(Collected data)
———

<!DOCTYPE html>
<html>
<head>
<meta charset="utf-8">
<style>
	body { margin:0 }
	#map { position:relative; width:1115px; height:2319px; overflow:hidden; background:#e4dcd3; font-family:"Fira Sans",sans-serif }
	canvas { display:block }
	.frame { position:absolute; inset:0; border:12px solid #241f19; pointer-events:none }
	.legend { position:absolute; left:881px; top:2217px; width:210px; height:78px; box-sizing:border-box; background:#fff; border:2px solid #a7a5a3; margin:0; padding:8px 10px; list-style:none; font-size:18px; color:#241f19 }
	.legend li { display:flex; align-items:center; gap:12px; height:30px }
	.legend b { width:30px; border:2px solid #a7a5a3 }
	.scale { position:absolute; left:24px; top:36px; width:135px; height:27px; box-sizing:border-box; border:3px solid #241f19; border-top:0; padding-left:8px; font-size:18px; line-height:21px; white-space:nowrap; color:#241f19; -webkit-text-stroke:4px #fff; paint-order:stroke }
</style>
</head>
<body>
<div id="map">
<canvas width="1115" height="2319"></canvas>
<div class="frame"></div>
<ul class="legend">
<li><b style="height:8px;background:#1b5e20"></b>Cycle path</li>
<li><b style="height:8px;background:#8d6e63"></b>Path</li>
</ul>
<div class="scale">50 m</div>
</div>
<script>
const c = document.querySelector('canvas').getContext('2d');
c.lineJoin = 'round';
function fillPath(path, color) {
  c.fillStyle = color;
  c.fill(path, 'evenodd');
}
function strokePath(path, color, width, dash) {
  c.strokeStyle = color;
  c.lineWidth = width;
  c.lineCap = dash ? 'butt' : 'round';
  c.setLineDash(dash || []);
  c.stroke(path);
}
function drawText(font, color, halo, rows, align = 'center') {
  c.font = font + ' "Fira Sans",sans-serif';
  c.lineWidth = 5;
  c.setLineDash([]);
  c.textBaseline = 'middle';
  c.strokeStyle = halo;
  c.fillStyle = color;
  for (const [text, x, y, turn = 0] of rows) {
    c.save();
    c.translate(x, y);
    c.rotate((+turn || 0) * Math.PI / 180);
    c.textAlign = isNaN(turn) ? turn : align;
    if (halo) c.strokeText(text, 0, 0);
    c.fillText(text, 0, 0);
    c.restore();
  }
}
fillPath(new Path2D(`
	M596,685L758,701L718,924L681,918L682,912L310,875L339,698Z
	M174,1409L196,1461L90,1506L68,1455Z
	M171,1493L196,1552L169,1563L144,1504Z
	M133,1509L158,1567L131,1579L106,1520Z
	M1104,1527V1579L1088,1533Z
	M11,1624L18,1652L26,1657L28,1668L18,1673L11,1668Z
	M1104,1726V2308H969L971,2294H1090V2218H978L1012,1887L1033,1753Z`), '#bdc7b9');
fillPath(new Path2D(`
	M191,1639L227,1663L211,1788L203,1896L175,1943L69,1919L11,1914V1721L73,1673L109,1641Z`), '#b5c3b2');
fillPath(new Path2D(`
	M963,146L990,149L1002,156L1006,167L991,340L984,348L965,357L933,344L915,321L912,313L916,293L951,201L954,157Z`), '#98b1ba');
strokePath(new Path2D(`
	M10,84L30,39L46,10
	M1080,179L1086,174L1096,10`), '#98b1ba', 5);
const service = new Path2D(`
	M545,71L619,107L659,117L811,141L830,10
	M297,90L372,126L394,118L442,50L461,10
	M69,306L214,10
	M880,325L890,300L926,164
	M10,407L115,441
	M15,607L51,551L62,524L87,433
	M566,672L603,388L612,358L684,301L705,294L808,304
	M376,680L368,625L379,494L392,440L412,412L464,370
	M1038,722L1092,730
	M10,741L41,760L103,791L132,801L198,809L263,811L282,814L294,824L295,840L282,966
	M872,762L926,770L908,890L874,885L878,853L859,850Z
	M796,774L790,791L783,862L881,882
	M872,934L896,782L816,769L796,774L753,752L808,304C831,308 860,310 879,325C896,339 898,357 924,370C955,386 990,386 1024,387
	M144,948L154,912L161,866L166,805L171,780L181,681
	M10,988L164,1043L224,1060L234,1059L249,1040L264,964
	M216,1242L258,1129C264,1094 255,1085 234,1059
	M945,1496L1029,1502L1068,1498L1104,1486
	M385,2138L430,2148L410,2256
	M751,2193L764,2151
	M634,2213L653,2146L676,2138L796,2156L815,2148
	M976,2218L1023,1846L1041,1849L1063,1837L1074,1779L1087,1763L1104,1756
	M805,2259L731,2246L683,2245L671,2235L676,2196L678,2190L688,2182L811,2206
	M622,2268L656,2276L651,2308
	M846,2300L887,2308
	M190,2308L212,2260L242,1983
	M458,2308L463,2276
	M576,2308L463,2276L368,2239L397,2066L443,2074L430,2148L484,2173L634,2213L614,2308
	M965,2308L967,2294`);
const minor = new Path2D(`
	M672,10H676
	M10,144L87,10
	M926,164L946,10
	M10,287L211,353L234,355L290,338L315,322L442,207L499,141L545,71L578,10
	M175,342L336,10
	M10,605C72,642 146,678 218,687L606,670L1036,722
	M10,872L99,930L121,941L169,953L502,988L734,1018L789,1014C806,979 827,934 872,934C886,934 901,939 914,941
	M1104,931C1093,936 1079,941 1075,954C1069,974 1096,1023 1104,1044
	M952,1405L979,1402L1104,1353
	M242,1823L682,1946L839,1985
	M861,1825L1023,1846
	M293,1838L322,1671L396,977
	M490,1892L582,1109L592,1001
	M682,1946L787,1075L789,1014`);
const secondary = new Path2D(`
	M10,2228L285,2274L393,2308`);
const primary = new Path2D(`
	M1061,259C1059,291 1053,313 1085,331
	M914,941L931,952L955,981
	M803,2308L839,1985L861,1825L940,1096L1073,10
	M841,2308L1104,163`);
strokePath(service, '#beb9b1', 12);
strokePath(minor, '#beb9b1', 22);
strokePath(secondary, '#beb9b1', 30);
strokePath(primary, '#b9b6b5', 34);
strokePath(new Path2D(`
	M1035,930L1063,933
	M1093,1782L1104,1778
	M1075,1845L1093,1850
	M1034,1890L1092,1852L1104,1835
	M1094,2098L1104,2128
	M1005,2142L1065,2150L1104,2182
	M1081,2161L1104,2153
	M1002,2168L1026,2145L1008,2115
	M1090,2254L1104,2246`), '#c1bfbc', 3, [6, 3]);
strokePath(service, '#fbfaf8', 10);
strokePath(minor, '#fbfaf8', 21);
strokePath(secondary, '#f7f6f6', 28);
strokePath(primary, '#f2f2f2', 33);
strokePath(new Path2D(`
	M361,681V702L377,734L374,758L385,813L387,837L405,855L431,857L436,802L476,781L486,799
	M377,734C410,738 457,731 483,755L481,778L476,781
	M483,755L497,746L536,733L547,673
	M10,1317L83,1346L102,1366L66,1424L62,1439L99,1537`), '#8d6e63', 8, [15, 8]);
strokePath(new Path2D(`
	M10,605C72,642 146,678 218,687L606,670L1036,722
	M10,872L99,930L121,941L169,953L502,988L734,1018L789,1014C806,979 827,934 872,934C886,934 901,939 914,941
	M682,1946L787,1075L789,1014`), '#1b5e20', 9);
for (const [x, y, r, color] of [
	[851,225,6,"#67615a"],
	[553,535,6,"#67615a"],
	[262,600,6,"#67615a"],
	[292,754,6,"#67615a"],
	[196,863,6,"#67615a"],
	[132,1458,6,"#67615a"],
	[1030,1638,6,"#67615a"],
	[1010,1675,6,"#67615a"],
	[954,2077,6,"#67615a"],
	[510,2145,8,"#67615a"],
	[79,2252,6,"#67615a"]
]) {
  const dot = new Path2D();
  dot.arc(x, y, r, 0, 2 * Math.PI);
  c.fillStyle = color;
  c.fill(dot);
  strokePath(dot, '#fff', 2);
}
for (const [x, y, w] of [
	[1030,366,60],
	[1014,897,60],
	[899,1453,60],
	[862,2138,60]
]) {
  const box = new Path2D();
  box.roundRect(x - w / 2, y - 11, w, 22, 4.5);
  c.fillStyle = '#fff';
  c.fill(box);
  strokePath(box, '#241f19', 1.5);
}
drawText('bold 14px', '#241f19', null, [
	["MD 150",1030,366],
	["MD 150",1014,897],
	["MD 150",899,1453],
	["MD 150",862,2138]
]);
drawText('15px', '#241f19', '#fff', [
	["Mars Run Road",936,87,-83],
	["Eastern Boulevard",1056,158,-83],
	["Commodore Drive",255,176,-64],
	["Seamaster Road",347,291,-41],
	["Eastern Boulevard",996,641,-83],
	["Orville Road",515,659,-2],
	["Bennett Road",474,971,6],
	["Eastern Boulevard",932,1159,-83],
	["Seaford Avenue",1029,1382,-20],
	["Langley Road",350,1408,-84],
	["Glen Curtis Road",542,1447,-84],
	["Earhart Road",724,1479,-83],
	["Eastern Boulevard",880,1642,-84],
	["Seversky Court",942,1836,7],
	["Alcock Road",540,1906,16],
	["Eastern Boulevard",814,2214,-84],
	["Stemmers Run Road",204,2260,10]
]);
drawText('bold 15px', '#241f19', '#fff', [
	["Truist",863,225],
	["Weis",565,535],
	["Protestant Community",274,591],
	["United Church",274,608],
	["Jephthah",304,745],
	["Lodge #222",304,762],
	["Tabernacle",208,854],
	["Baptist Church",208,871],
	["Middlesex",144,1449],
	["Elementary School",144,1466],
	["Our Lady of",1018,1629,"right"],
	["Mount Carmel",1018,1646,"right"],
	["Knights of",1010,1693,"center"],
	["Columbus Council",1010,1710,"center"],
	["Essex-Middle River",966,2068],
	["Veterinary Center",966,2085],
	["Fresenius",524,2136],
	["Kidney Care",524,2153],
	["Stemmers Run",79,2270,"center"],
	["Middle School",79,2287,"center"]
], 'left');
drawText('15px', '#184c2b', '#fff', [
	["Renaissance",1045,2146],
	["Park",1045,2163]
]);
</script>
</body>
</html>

———

**INSTRUCTIONS TO FOLLOW:**
In the entries above, find each line that includes the string "Math" and copy it.

**ANSWER FOR THE TASK:**
    c.rotate((+turn || 0) * Math.PI / 180);
  dot.arc(x, y, r, 0, 2 * Math.PI);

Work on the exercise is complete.